Reproduce the material that follows, keeping every line exactly as it is.

=== Begin Enclosure ===

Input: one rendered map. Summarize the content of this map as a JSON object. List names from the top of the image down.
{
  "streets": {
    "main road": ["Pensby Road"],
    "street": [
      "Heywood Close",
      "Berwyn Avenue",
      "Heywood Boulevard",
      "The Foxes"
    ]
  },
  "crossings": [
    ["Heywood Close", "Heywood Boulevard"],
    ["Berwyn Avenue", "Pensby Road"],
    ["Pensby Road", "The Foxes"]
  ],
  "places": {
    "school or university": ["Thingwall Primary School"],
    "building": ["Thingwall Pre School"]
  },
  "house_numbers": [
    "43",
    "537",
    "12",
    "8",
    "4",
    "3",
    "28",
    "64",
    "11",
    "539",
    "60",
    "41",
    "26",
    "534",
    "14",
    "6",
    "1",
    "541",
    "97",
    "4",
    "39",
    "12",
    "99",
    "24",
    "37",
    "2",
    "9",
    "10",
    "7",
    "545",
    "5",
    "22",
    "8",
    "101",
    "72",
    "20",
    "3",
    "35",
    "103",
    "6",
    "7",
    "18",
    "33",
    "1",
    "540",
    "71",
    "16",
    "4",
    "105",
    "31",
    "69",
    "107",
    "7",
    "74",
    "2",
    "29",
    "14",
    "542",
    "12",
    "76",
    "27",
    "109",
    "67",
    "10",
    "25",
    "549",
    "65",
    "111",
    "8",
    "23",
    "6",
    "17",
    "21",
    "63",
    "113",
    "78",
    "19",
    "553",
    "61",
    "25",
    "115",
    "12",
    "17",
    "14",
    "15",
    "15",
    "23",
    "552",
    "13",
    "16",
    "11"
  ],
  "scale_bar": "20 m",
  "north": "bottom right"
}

=== End Enclosure ===

→ **Answer section**
Input: one rendered map. Summarize the content of this map as a JSON object. List names from the top of the image down.
{
  "streets": {
    "main road": ["Pensby Road"],
    "street": [
      "Heywood Close",
      "Berwyn Avenue",
      "Heywood Boulevard",
      "The Foxes"
    ]
  },
  "crossings": [
    ["Heywood Close", "Heywood Boulevard"],
    ["Berwyn Avenue", "Pensby Road"],
    ["Pensby Road", "The Foxes"]
  ],
  "places": {
    "school or university": ["Thingwall Primary School"],
    "building": ["Thingwall Pre School"]
  },
  "house_numbers": [
    "43",
    "537",
    "12",
    "8",
    "4",
    "3",
    "28",
    "64",
    "11",
    "539",
    "60",
    "41",
    "26",
    "534",
    "14",
    "6",
    "1",
    "541",
    "97",
    "4",
    "39",
    "12",
    "99",
    "24",
    "37",
    "2",
    "9",
    "10",
    "7",
    "545",
    "5",
    "22",
    "8",
    "101",
    "72",
    "20",
    "3",
    "35",
    "103",
    "6",
    "7",
    "18",
    "33",
    "1",
    "540",
    "71",
    "16",
    "4",
    "105",
    "31",
    "69",
    "107",
    "7",
    "74",
    "2",
    "29",
    "14",
    "542",
    "12",
    "76",
    "27",
    "109",
    "67",
    "10",
    "25",
    "549",
    "65",
    "111",
    "8",
    "23",
    "6",
    "17",
    "21",
    "63",
    "113",
    "78",
    "19",
    "553",
    "61",
    "25",
    "115",
    "12",
    "17",
    "14",
    "15",
    "15",
    "23",
    "552",
    "13",
    "16",
    "11"
  ],
  "scale_bar": "20 m",
  "north": "bottom right"
}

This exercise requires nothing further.